El niño se echó a reír, y lanzó la piedra. La piedra rebotó en los peldaños superiores de la pirámide, no lejos de Balduino.

—Dicen —comentó Balduino— que el arco que permitiría enviar un proyectil más allá de la base de esta pirámide no existe...

—El arco tal vez no —dijo Morgennes—. Pero el brazo...

Y uniendo el gesto a la palabra, se agachó para coger una piedra, echó la mano tan atrás como pudo, tensó sus músculos y la lanzó. La piedra describió una curva, que la llevó arriba, muy arriba, antes de caer lejos, muy lejos de ellos. Tan lejos que dejaron de verla.

—¿Creéis que ha superado la base de la pirámide?

A modo de respuesta, Morgennes se llevó un dedo a la boca y con un gesto indicó al niño que escuchara. Balduino aguzó el oído; primero solo oyó el ruido del viento, pero luego escuchó un grito de dolor.

—¿Qué ha sido eso? —preguntó.

—Tendremos que preguntarle al arquero que no quiso traeros hasta aquí... ¡Creo que estáis vengado, alteza!

En efecto, Morgennes había apuntado tan bien y su fuerza era tan extraordinaria, que el arquero había recibido la piedra en la cabeza.

Guillermo de Tiro había visto cómo la piedra caía directamente sobre el arquero y le abría una herida en el cráneo, antes de caer sobre la arena junto con un poco de sangre clara. Furioso, el arquero se pasó la mano por el pelo para calmar el dolor, sin comprender de dónde había llegado ese guijarro.

—¿La venganza de los dioses, tal vez? —aventuró Guillermo.

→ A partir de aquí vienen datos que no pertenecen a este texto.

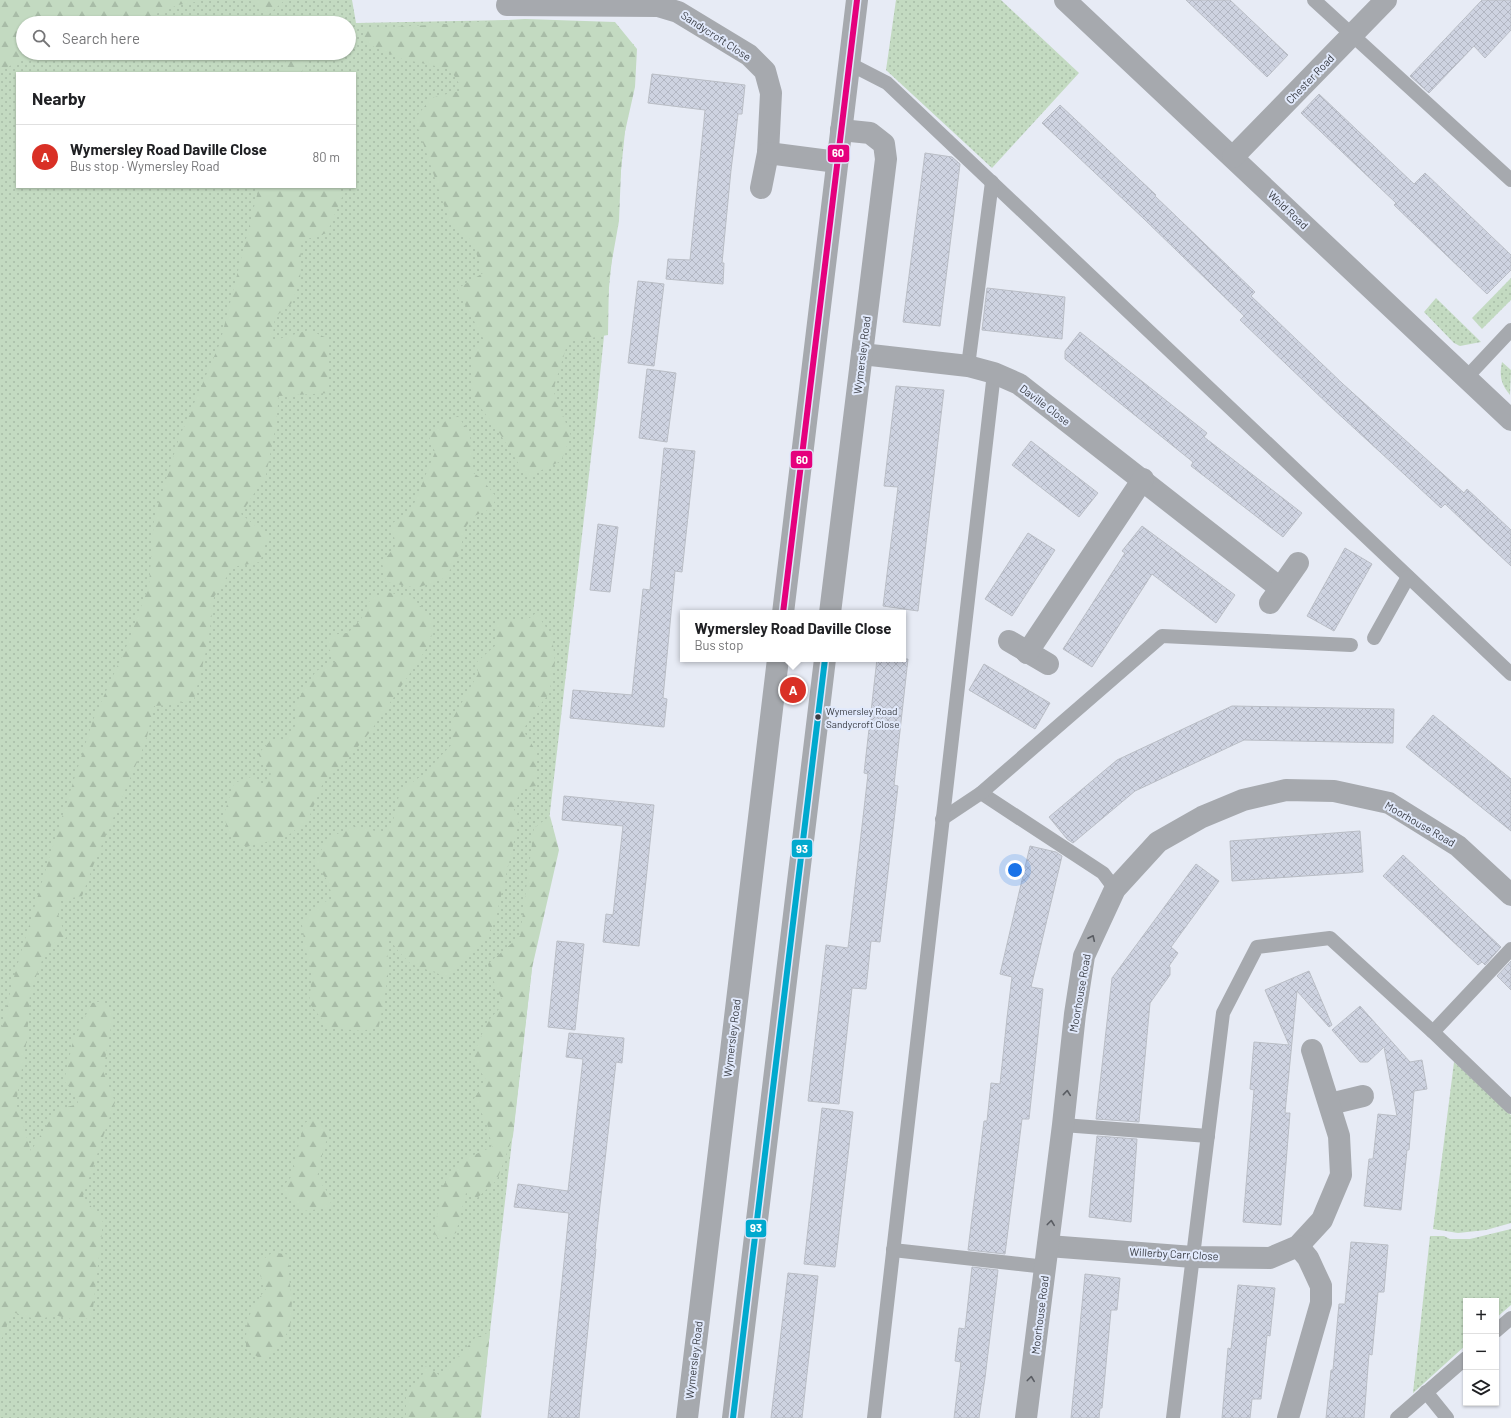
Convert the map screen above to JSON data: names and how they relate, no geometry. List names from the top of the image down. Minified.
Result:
{"streets":{"street":["Sandycroft Close","Chester Road","Wold Road","Wymersley Road","Daville Close","Moorhouse Road","Willerby Carr Close"]},"crossings":[["Chester Road","Wold Road"],["Wymersley Road","Daville Close"],["Moorhouse Road","Willerby Carr Close"]],"one_way":["Moorhouse Road"],"places":["Wymersley Road Sandycroft Close"],"lines":["transit line 60","transit line 93"],"page":{"search":"Search here","heading":"Nearby","list":[{"mark":"A","name":"Wymersley Road Daville Close","note":"Bus stop · Wymersley Road","value":"80 m"}],"popup":["Wymersley Road Daville Close","Bus stop"],"pins":"A","map_buttons":["+","−"]}}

El arquero miró los dados que se disponía a lanzar y dijo a sus camaradas:

—Vayamos a divertirnos más lejos.

Guillermo esbozó una sonrisa, como si hubiera adivinado quién había lanzado esa piedra y por qué. «Decididamente —se dijo—, este Morgennes es una caja de sorpresas. Tendré que hablar de él al rey, porque podría sernos útil para contrarrestar las acciones de los ofitas, que tienen aquí su guarida.»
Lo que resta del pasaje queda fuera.